_ACTIVITY_
Within the listing, how many lines hold the word "river"? Give the number by itself.

*** GIVEN ENTRIES Section Begins ***

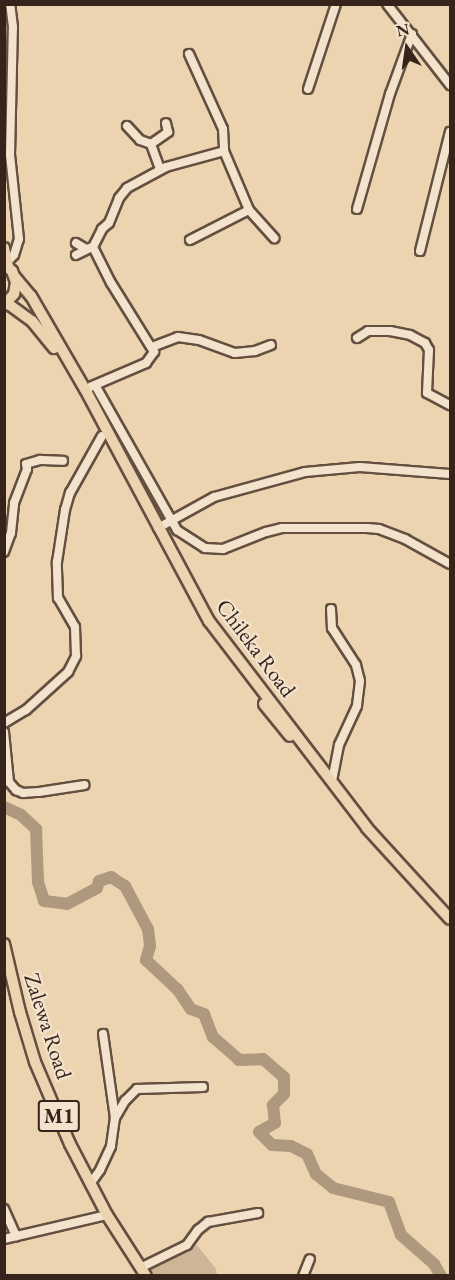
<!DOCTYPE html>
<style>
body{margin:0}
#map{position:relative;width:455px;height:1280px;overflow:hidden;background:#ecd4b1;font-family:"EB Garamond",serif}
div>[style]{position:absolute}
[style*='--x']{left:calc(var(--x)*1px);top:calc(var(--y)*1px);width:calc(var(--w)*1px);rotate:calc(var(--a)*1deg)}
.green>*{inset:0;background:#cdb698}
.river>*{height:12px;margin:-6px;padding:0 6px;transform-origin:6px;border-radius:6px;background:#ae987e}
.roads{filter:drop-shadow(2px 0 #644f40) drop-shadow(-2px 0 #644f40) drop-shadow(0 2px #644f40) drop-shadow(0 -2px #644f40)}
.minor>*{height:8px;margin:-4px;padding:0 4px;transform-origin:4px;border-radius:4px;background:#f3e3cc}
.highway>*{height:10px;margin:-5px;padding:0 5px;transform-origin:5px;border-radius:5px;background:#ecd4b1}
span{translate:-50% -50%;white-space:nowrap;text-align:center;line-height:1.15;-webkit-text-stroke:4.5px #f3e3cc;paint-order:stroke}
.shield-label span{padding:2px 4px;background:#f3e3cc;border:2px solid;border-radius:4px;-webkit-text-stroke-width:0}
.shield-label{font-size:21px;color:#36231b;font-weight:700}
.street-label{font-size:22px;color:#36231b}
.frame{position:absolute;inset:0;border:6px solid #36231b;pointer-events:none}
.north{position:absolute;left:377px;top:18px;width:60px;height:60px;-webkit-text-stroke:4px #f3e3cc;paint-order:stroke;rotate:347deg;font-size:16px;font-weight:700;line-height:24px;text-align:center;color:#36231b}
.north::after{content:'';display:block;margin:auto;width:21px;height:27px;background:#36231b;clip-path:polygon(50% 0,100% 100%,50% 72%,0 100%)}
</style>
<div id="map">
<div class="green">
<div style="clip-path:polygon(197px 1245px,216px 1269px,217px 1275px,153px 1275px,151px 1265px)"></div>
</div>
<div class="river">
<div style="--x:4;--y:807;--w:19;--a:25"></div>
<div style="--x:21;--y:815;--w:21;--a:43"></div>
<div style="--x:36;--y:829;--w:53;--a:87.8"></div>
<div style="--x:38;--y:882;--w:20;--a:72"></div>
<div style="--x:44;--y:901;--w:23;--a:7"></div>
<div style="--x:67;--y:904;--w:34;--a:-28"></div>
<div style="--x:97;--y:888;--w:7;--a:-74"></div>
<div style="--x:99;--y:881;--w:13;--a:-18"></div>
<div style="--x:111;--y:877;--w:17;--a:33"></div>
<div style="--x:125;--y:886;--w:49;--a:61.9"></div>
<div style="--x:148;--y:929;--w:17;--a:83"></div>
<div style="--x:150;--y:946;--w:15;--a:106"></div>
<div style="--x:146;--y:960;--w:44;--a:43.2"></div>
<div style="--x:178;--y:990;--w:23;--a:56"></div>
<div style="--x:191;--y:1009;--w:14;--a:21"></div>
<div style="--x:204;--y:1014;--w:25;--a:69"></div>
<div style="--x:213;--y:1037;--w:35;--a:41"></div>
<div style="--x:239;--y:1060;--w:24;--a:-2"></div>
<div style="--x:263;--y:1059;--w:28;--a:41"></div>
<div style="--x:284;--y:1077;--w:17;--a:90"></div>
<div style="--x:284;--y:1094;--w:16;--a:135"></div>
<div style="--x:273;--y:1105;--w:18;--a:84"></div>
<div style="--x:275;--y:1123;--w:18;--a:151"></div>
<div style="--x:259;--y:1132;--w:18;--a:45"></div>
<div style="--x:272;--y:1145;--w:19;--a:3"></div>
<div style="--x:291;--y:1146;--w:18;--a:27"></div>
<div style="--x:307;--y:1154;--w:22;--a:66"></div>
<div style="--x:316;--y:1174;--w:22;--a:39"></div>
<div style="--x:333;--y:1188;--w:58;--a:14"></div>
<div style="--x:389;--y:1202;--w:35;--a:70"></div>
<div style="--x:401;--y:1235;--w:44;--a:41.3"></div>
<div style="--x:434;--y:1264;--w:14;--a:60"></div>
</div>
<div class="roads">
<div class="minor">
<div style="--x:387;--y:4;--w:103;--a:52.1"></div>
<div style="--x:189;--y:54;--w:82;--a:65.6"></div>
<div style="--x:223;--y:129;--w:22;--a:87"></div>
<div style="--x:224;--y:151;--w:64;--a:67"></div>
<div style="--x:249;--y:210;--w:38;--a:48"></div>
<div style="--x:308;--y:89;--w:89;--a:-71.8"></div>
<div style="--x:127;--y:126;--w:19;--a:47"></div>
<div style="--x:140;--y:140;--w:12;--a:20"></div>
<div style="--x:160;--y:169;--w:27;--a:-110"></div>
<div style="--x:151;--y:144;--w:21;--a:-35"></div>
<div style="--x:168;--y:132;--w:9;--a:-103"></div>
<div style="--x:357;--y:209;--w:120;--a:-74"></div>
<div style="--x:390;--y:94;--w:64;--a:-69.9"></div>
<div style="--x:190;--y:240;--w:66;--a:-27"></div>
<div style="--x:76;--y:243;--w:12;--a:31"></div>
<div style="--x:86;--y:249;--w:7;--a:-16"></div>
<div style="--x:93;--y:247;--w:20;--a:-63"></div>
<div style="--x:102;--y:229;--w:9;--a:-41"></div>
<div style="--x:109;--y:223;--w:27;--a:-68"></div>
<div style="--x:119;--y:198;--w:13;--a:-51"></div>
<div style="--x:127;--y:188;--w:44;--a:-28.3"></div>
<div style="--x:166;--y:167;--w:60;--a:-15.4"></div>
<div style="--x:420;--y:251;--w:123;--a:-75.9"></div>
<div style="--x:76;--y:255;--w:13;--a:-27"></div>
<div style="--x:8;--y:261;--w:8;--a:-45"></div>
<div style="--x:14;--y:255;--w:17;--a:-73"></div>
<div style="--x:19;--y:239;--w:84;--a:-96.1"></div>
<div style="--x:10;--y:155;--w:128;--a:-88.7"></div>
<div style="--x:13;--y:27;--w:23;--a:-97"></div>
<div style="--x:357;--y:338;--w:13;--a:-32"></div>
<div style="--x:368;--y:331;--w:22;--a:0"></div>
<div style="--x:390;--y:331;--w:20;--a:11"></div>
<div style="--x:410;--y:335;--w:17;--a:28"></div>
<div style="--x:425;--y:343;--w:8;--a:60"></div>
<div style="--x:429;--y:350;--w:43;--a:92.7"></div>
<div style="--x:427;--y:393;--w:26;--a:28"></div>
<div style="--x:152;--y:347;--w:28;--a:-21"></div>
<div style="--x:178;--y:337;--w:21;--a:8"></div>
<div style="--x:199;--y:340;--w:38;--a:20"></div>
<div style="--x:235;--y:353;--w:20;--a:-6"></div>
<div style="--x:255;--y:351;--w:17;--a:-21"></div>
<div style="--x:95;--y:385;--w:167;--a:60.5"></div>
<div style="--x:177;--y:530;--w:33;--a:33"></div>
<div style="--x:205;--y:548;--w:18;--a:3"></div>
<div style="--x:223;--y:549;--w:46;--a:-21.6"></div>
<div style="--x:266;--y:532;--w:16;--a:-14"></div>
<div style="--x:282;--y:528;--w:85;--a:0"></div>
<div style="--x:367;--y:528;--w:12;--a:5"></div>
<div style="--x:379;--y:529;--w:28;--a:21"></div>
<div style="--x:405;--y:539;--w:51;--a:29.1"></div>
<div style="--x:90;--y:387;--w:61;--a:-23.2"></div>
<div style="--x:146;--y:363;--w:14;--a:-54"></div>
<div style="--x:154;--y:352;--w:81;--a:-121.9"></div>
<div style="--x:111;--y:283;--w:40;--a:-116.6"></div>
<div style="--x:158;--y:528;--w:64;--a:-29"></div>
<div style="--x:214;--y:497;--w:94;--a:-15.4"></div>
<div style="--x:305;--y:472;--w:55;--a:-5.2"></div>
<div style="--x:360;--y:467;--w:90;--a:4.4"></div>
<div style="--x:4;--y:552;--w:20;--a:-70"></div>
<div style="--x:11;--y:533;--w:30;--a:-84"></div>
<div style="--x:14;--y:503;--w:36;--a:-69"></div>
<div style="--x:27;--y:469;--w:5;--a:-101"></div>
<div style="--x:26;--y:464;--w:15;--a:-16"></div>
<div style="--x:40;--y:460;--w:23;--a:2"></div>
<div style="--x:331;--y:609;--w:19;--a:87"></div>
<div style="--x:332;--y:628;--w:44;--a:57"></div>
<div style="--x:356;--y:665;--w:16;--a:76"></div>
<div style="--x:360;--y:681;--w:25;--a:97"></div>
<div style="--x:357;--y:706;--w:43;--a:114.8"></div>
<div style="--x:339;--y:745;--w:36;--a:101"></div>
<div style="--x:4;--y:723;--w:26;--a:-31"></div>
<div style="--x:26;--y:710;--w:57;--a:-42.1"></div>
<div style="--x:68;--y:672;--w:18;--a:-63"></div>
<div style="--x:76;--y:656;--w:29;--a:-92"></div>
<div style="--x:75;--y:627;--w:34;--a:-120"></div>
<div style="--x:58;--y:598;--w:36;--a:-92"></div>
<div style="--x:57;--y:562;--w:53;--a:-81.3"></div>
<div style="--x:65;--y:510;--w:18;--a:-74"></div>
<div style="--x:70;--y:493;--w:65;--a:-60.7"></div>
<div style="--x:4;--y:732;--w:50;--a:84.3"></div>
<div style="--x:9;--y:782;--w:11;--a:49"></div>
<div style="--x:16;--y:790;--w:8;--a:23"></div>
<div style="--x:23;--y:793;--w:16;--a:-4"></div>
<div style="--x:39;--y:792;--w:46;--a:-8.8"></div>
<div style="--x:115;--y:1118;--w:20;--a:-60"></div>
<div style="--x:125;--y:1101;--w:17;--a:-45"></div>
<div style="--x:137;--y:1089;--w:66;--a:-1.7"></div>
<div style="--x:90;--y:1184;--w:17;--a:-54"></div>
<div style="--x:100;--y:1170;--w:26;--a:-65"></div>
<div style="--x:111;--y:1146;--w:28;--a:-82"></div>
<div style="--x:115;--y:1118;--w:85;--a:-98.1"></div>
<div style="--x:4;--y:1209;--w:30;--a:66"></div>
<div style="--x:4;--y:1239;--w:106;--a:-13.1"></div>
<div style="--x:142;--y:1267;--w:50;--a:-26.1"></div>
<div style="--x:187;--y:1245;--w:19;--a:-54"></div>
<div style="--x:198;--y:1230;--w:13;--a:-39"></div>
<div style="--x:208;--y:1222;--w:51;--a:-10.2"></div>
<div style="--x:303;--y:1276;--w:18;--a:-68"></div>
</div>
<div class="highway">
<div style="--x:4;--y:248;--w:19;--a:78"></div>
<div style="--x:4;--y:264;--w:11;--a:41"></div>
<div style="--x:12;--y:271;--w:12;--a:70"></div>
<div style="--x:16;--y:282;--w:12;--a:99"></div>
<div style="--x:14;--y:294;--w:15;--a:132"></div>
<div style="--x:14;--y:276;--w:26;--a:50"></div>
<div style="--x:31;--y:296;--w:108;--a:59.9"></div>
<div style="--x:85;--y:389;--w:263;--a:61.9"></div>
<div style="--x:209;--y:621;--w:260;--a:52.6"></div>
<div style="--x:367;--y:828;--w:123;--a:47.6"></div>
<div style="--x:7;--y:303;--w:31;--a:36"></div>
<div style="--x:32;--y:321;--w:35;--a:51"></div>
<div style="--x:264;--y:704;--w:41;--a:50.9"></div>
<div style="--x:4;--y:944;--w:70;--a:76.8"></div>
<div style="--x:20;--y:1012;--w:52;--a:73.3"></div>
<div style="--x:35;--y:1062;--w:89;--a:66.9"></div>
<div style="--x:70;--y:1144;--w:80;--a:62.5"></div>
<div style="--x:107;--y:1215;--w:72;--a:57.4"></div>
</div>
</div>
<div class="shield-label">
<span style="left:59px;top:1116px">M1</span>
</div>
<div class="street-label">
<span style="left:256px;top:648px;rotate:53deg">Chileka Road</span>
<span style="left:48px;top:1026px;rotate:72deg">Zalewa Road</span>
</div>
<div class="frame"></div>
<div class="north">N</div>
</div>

*** GIVEN ENTRIES Section Ends ***
*** GIVEN ENTRIES Section Begins ***

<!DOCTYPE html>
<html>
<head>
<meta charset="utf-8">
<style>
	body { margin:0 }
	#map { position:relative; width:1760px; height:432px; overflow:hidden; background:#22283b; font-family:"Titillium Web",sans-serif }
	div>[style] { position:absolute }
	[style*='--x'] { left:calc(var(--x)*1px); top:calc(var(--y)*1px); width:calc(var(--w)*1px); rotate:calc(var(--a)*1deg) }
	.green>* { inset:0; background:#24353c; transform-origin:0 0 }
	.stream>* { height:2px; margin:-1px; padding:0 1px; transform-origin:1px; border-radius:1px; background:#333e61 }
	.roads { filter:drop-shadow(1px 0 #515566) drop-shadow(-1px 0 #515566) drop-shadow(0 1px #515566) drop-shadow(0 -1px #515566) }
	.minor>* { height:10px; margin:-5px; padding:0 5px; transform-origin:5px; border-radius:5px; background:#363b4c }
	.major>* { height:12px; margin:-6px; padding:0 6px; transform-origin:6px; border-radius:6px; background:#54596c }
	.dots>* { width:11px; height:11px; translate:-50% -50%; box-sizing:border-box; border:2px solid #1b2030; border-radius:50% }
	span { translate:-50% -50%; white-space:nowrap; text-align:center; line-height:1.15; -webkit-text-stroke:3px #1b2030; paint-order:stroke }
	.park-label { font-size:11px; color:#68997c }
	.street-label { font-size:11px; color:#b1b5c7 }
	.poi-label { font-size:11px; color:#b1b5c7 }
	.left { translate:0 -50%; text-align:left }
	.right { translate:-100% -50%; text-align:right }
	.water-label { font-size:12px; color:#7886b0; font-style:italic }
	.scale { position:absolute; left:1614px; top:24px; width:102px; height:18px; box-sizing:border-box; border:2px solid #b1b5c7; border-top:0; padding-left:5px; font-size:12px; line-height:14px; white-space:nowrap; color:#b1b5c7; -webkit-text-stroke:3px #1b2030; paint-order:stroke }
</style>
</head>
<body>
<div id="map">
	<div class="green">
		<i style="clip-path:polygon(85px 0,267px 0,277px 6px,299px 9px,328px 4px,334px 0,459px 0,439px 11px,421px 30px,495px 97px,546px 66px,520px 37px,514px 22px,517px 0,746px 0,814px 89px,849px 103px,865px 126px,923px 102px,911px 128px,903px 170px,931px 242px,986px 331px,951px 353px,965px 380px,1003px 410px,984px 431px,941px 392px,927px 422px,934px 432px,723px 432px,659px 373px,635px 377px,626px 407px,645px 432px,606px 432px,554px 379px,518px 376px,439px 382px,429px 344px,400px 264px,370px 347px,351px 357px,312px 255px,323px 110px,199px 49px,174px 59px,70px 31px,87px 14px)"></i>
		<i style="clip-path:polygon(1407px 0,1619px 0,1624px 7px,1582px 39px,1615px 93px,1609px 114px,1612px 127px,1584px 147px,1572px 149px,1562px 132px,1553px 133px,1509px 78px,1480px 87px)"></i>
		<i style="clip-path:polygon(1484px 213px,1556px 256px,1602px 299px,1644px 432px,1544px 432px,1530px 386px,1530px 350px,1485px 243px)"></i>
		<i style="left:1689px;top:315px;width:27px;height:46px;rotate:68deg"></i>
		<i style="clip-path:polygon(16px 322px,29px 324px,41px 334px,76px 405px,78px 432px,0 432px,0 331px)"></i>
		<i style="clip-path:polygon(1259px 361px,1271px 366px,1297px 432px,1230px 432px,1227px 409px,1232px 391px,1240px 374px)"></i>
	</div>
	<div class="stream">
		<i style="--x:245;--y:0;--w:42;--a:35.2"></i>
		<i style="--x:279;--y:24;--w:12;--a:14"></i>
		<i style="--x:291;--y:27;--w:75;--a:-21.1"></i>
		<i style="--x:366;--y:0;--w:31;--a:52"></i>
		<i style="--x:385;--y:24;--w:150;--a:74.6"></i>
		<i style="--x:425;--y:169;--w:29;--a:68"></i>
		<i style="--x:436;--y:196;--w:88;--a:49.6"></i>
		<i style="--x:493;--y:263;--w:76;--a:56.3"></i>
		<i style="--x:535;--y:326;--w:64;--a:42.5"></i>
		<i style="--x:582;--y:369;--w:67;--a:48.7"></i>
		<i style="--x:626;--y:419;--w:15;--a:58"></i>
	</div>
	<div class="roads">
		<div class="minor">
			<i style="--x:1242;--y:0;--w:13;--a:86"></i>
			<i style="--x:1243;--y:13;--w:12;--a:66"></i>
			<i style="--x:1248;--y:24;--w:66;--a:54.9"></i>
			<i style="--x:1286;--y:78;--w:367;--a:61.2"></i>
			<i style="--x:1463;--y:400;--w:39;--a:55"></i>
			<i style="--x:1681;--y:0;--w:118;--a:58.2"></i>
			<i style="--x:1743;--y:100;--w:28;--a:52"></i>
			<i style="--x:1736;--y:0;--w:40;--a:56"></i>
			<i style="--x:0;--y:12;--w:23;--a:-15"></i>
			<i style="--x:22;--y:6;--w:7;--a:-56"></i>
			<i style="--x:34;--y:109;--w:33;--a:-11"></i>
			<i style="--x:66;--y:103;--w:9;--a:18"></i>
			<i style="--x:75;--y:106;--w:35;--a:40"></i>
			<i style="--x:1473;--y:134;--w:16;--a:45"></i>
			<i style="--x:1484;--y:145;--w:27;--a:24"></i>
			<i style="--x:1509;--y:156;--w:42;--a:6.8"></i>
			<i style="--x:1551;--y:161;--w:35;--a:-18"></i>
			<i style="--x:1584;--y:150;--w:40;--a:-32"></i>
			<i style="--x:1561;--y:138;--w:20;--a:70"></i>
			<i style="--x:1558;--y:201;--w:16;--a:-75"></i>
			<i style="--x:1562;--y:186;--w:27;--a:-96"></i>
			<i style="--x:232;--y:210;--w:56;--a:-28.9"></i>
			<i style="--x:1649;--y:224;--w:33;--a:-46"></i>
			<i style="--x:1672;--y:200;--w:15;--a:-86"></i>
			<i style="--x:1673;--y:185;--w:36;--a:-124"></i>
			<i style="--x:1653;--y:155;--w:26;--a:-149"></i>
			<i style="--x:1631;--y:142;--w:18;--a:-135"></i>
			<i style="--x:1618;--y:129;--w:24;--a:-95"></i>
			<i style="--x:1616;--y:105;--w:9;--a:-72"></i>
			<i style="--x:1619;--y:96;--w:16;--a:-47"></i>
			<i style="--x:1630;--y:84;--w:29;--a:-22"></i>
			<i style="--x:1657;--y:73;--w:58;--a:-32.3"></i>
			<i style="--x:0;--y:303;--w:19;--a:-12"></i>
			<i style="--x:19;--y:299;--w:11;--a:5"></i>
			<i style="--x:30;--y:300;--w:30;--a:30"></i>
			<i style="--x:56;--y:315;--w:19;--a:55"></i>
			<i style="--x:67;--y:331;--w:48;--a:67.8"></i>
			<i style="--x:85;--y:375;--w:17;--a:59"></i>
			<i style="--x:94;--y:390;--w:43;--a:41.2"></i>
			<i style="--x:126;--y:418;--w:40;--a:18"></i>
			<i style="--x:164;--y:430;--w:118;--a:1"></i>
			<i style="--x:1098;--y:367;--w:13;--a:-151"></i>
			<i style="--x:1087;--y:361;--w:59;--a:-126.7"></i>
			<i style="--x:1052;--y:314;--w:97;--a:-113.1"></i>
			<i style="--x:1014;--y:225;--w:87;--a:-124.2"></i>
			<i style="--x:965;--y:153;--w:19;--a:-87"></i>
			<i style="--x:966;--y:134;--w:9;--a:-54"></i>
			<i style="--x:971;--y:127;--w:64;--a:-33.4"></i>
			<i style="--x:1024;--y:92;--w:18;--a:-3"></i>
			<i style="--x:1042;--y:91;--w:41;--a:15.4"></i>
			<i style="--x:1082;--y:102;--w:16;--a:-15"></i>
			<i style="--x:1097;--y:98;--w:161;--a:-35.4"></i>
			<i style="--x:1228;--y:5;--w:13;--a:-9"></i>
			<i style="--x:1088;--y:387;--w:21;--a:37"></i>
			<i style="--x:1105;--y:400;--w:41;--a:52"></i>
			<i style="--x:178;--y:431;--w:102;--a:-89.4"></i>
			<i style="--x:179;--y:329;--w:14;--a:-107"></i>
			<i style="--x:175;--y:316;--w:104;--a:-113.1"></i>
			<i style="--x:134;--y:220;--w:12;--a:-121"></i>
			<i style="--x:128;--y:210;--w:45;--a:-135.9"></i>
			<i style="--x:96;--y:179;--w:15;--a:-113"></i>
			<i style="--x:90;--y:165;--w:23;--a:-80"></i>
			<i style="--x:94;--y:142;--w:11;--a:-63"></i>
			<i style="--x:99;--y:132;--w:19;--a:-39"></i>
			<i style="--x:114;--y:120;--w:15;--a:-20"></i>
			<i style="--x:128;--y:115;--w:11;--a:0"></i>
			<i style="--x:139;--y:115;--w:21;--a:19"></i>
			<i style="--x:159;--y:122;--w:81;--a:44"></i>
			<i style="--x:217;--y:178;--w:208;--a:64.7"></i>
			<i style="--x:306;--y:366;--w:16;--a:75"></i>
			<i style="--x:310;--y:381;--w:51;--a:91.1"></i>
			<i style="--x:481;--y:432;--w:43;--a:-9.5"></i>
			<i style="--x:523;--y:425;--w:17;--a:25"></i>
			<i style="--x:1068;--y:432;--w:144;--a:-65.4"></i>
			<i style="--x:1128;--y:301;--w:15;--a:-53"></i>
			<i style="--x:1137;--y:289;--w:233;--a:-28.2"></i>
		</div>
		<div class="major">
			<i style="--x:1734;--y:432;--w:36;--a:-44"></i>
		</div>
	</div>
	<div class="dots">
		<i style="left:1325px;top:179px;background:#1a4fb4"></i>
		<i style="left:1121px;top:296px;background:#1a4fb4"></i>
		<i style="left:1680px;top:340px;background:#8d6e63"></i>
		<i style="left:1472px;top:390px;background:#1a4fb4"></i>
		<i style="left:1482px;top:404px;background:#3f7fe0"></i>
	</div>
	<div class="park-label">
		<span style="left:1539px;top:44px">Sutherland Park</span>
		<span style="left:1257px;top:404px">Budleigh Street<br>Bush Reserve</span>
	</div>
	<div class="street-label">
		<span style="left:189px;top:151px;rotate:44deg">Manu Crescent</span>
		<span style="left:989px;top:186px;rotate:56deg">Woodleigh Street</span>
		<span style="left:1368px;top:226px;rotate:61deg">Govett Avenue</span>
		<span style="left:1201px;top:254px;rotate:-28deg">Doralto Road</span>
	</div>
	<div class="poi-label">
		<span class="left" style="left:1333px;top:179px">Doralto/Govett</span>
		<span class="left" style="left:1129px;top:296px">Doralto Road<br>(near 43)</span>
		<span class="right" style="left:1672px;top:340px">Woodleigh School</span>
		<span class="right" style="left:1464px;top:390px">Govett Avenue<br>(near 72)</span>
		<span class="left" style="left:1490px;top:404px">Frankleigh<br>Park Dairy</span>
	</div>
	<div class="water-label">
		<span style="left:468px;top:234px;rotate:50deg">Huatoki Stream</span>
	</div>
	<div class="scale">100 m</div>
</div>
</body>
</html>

*** GIVEN ENTRIES Section Ends ***

_RESULT_
2